### INSTRUCTIONS FOR THE TASK
Search the records for the word "park" and copy every line in which it occurs.

### DATA TO PROCESS

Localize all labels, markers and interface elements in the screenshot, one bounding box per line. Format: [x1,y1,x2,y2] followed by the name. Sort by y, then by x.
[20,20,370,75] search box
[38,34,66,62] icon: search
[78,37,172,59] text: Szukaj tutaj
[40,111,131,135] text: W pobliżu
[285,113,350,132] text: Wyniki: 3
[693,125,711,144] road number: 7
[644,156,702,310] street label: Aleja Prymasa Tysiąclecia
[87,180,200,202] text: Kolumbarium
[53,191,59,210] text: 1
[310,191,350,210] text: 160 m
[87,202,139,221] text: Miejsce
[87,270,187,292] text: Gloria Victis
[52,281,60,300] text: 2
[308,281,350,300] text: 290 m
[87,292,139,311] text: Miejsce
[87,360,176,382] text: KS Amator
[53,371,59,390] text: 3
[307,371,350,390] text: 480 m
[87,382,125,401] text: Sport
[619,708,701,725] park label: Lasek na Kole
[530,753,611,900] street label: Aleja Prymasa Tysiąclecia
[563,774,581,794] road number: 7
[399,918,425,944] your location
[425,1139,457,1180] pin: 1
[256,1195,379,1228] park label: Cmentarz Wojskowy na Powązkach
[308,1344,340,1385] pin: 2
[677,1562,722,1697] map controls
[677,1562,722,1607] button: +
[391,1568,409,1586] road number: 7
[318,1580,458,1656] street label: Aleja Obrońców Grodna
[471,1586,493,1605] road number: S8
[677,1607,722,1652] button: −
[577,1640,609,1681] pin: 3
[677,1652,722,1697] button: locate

### ANSWER SPACE
[619,708,701,725] park label: Lasek na Kole
[256,1195,379,1228] park label: Cmentarz Wojskowy na Powązkach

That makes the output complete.